Medizintechnik
Brasiliens blühender Gesundheitsmarkt

Mit Medizin- und Gesundheitstechnik machen Firmen in Brasilien derzeit hohe Umsätze. Der Branchenverband Abimo erwartet für 2009 einen Anstieg von 8 Prozent nach einem Absatzplus von 5 Prozent im vergangenen Jahr. Deutsche Firmen drängen auf den Wachstumsmarkt.
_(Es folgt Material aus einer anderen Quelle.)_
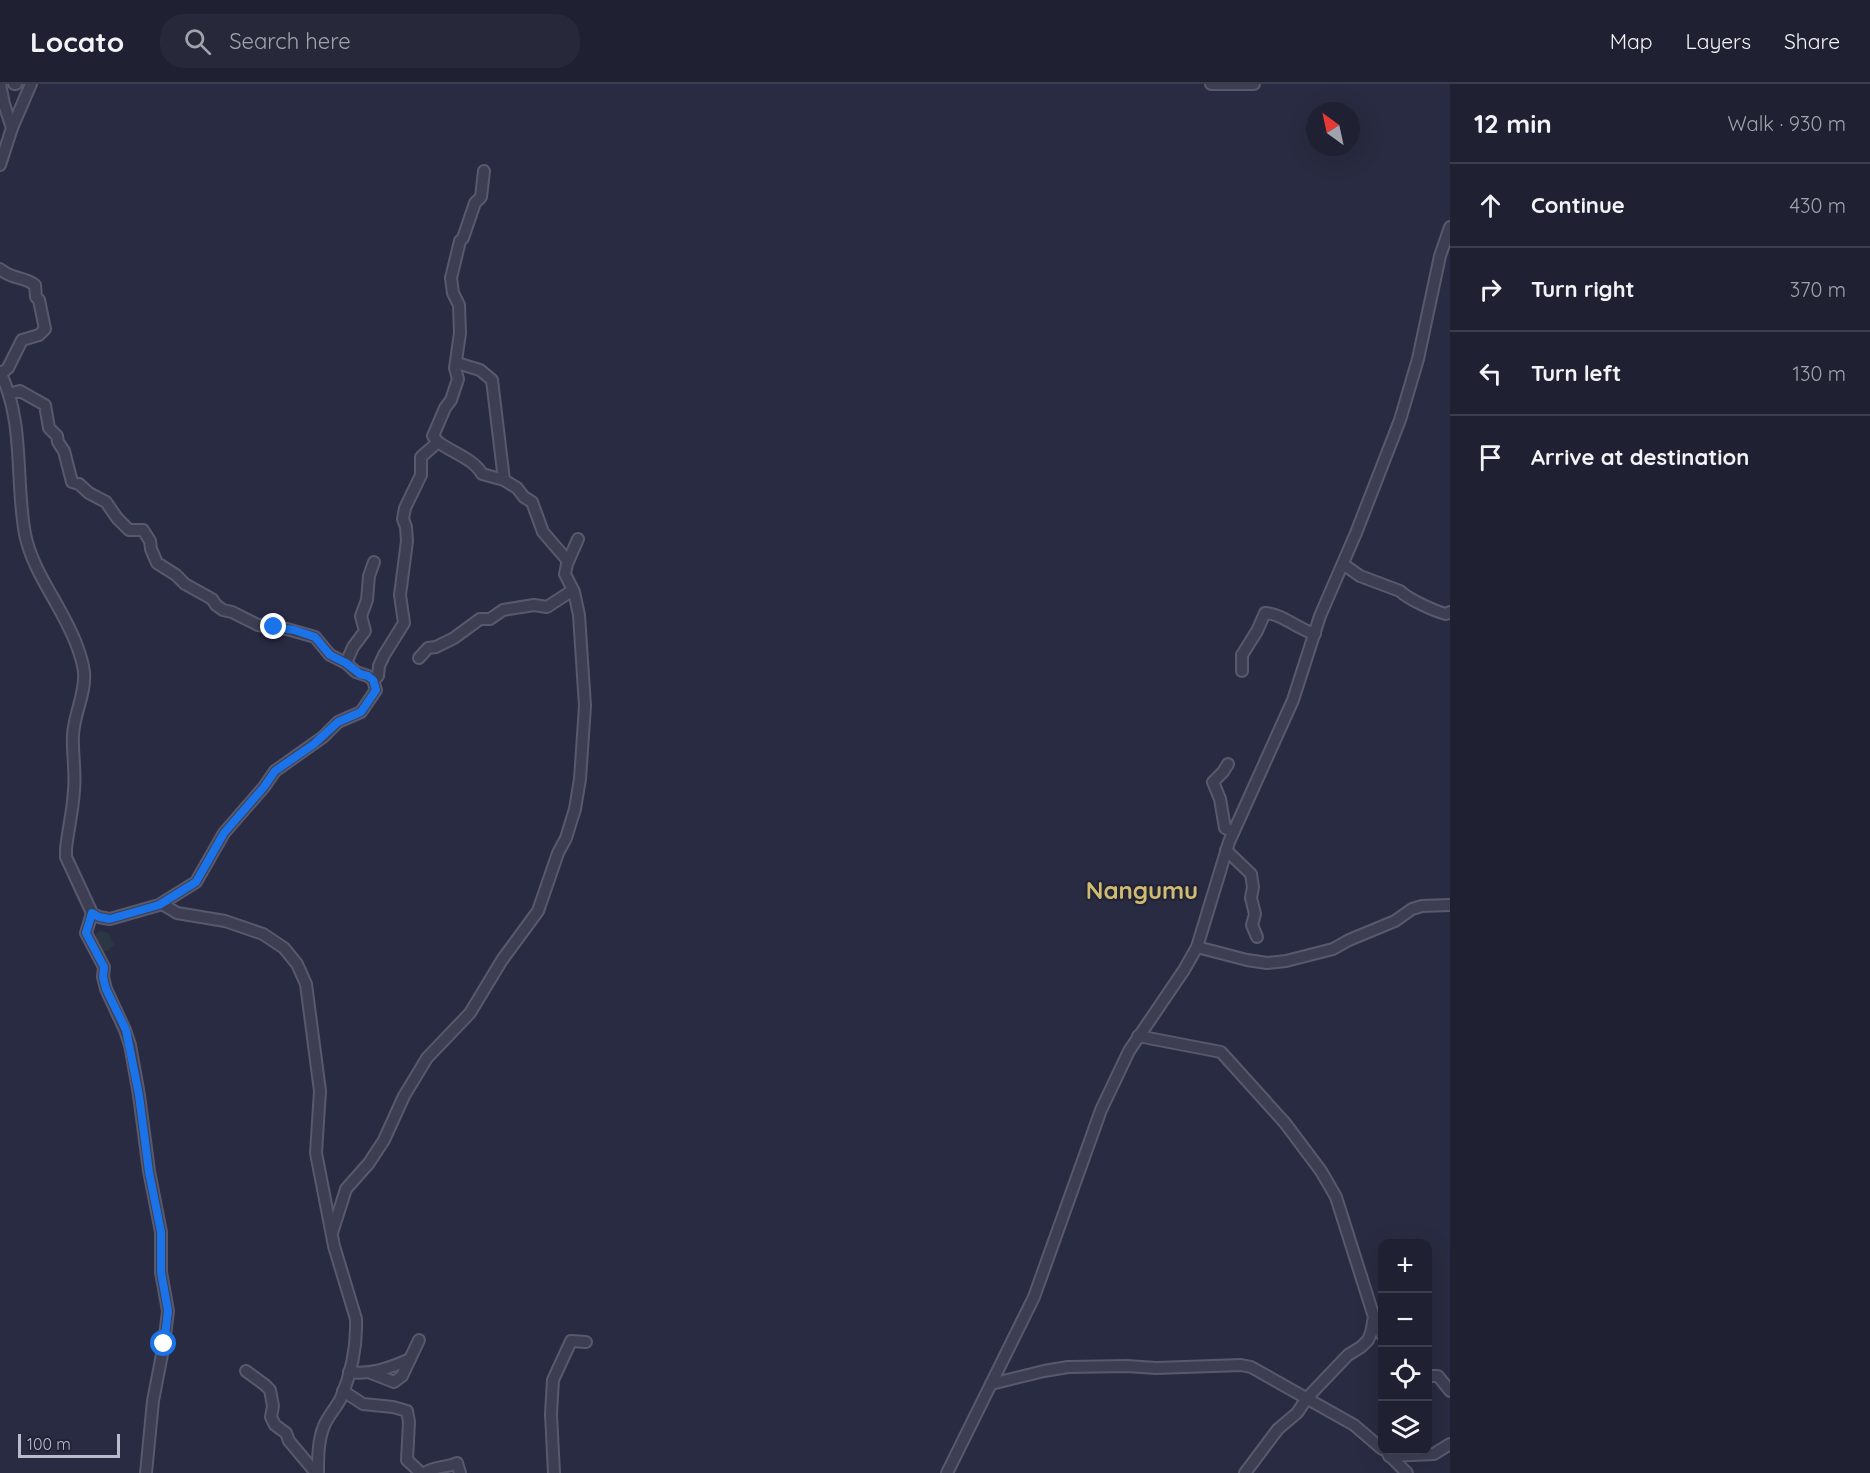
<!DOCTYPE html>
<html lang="en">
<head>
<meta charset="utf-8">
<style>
  :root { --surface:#1f2032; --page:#27283a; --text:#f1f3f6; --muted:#a1a3ac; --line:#3c3e4d }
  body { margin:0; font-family:Quicksand,sans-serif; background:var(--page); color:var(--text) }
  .controls { position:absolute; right:18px; bottom:18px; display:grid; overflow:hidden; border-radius:12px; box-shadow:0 6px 24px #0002 }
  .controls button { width:54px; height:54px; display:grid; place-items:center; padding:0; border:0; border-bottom:2px solid var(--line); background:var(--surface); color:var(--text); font:30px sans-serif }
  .compass { position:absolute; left:1306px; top:18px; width:54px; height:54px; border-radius:50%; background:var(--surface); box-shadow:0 6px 24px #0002; rotate:327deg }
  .scale { position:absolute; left:18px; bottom:15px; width:102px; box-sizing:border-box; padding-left:6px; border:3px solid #babbcb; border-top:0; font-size:16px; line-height:21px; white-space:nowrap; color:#babbcb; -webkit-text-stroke:4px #222337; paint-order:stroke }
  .stop { position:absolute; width:18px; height:18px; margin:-14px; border:4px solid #1a73e8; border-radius:50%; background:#fff }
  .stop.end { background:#1a73e8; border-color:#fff; box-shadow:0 2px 6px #0008 }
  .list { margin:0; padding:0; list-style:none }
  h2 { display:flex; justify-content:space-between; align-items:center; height:78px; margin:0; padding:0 24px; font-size:26px }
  h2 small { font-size:20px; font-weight:400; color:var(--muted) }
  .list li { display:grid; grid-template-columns:39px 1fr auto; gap:18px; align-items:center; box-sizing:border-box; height:84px; padding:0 24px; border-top:2px solid var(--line) }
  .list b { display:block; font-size:22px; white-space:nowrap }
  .list em { font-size:20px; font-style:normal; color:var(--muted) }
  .icon { flex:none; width:33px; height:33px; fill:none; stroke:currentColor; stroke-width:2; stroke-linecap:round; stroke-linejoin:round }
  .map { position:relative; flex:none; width:1450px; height:1389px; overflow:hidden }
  header { display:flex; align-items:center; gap:36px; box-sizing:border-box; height:84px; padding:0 30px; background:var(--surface); border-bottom:2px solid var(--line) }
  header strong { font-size:28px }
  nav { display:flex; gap:33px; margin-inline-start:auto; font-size:21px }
  .search { width:420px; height:54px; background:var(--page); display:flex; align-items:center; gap:15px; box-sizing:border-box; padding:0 21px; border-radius:24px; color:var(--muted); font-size:22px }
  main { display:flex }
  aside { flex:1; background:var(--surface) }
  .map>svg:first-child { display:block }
  .green { fill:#2b3843 }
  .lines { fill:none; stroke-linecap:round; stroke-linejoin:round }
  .minor-casing { stroke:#58596c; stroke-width:14 }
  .minor { stroke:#3d3e52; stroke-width:10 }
  .route { stroke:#1a73e8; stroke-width:8 }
  .labels { text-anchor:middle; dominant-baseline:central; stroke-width:4.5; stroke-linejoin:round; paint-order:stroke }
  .quarter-label { font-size:24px; font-weight:bold; fill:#d0bc71; stroke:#222337 }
</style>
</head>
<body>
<header>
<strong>Locato</strong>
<div class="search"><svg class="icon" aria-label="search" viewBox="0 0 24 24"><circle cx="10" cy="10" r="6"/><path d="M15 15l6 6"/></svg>Search here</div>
<nav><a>Map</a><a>Layers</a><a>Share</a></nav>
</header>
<main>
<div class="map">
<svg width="1450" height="1389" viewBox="0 0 1450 1389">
  <rect width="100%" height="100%" fill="#292b42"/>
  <polygon class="green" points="100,847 108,849 114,861 107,867 98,868 93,855 97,849"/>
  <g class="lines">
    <g class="minor-casing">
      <g id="minor">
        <polyline points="14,0 16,0"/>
        <polyline points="1211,0 1254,0"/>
        <polyline points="12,44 31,0"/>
        <polyline points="0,81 12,44 4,20 0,0"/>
        <path d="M0,185c13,11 23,7 35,16l1,12 3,3 6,29 -6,6 -17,5 -14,28 -7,6"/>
        <polyline points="457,279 480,286 492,296 504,396 517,404 524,413 532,418 543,448 568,477"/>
        <path d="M0,288c25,50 15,109 25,162 8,40 38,73 52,112 3,8 6,18 7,26 2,21 -10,42 -11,63 -1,18 3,37 1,55 -1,20 -6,40 -8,59v8l26,56 7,4 11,2 49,-14 37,-23 28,-49 40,-46 11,-16 48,-34 15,-15 23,-10 15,-22 -3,-10 -5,-4 -12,-4 -10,-9 -16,-8 -15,-18 -28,-8 -29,-4 -26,-13 -9,-2 -7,-5 -4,-6 -27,-15 -9,-9 -19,-12 -6,-14 -1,-8 -7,-11h-14l-12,-12 -11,-16 -17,-9 -10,-9 -7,-2 -8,-31 -6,-9 -1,-6 -8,-8 -4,-23 -25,-14 -11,3"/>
        <path d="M438,358c13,10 36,17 44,32l22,6"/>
        <path d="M1343,480l17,12 40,15c8,8 34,20 46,23l4,-2"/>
        <polyline points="419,574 428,564 436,563 454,554 480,535 490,535 503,526 534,521 547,523 573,506"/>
        <polyline points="346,579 353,563 365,547 361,532 367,516 369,492 374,478"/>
        <path d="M1242,587v-16l15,-24 8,-18c18,1 32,16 50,21"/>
        <polyline points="373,596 378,592 379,582 384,571 404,539 400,511 407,457 406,443 403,435 405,424 421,391 421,373 438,358 433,352 445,324 451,316 458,295 455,284 460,249 459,221 453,209 451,194 460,157 463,154 475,119 481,113 484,87"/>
        <polyline points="1228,680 1223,688 1213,698 1220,715 1225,744 1233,748"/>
        <polyline points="1226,766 1251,790 1253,803 1251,814 1255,830 1252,841 1257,853"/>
        <path d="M162,820l15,9 48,8 38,13 21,14 13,16 9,20 14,107 -4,62 18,93 22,73c1,26 -5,55 -15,79 -5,10 -13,18 -17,28 -6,14 -6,32 -6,47"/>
        <polyline points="92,829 86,849 104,883 103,893 106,905 125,946 130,961 139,1011 149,1087 161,1148 161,1188 168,1227 164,1260 153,1317 146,1389"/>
        <polyline points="1197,863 1247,876 1267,879 1286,877 1333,865 1349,856 1395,837 1412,825 1422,822 1450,821"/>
        <polyline points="1138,952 1221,968 1285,1039 1321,1087 1336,1113 1374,1233 1371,1249 1368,1256 1361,1263 1348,1271 1307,1314 1297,1329 1278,1345 1245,1389"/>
        <polyline points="332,1149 346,1105 369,1079 384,1056 404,1012 427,974 470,929 502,876 538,827 558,769 566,754 575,725 580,695 585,622 579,531 574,508 565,490 567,480 578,455"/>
        <polyline points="1374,1234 1382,1251"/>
        <polyline points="246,1287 265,1301 270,1306 273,1322 271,1333 275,1341 286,1349 289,1357 316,1389"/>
        <path d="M349,1288c22,3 41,-4 61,-13l9,-19"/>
        <polyline points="371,1289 394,1298 402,1292 410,1275"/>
        <polyline points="1428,1292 1438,1292 1450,1307"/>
        <polyline points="991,1300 1044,1287 1068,1283 1127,1282 1156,1284 1241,1281 1251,1283 1354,1341 1382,1365"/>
        <polyline points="343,1307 363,1320 393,1323 407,1327 409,1338 407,1376 421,1389"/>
        <polyline points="1388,1370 1407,1389"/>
        <polyline points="1389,1372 1434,1370 1450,1360"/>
        <path d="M425,1389c8,-7 22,-5 32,-10l3,10"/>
        <polyline points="554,1389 551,1330 553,1296 571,1257 586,1258"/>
        <polyline points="947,1389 1034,1213 1101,1026 1129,967 1184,886 1197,863 1229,758 1293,616 1320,532 1356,449 1400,336 1418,275 1440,172 1450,143"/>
      </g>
    </g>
    <use href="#minor" class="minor"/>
  </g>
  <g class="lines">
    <polyline class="route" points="164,1260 168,1227 161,1188 161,1148 149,1088 139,1011 126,946 106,905 103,893 104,883 86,849 92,829 99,833 110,835 159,821 196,798 224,749 264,703 275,687 314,660 338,638 361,628 376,606 373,596 368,592 360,590 346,579 330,571 315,553 294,546 274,543"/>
  </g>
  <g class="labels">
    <g class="quarter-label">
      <text x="1142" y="806">Nangumu</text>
    </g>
  </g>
</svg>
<div class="controls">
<button>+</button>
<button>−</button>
<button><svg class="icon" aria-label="locate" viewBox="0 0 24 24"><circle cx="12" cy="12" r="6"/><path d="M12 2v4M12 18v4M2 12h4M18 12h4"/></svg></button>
<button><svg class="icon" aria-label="layers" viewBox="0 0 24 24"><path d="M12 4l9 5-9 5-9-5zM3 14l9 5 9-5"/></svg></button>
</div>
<svg class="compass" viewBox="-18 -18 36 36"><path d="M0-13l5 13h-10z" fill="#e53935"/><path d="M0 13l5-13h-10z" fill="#a1a3ac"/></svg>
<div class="scale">100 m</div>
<div class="stop" style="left:164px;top:1260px"></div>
<div class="stop end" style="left:274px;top:543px"></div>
</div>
<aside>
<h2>12 min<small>Walk · 930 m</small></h2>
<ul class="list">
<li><svg class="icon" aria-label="ahead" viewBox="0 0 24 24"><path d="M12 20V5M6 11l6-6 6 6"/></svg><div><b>Continue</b></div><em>430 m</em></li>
<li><svg class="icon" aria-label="right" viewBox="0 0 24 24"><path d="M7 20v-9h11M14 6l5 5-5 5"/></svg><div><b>Turn right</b></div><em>370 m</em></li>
<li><svg class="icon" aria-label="left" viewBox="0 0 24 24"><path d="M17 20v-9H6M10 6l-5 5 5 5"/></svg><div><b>Turn left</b></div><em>130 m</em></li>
<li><svg class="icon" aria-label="arrive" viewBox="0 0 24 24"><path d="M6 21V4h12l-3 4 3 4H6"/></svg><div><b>Arrive at destination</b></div></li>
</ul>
</aside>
</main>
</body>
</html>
SAO PAULO. Die Zahlen zum brasilianischen Gesundheitsmarkt, die der Branchenverband Abimo kürzlich veröffentlichte, sorgten für eine positive Überraschung. Der Umsatz von Medizin- und Gesundheitstechnik lag 2008 bei rund 4 Mrd. US-Dollar und übertraf damit das Vorjahresergebnis um 5 Prozent. Im kommenden Jahr soll das Plus bei 8 Prozent liegen. Die Branche konnte ihre rund 31.000 Arbeitsplätze bislang erhalten. Für Abimo-Präsident Franco Pallamolla hängt die positive Entwicklung mit frühzeitigen Ausgaben für Forschung und Entwicklung zusammen, die die Branche jährlich etwa 5 Prozent ihres Umsatzes kosten.

Derweil verstärken internationale Konzerne wie Siemens, GE und Philips ihr Engagement in Brasilien. GE baut seine Produktionsstätte in Contagem im Bundesstaat Minas Gerais drei Mal groß wie geplant. Siemens Medical Solutions dürfte dieselbe Richtung einschlagen, so steigerte das Unternehmen seinen Umsatz in Brasilien weitaus stärker als den weltweiten. "Die wachsende und alternde Bevölkerung Brasiliens erfordert stärkere Investitionen sowohl in die medizinische Behandlung als auch die Prävention", sagt Reynaldo Makoto Goto, der Leiter des strategischen Marketings bei Siemens Medical Solutions.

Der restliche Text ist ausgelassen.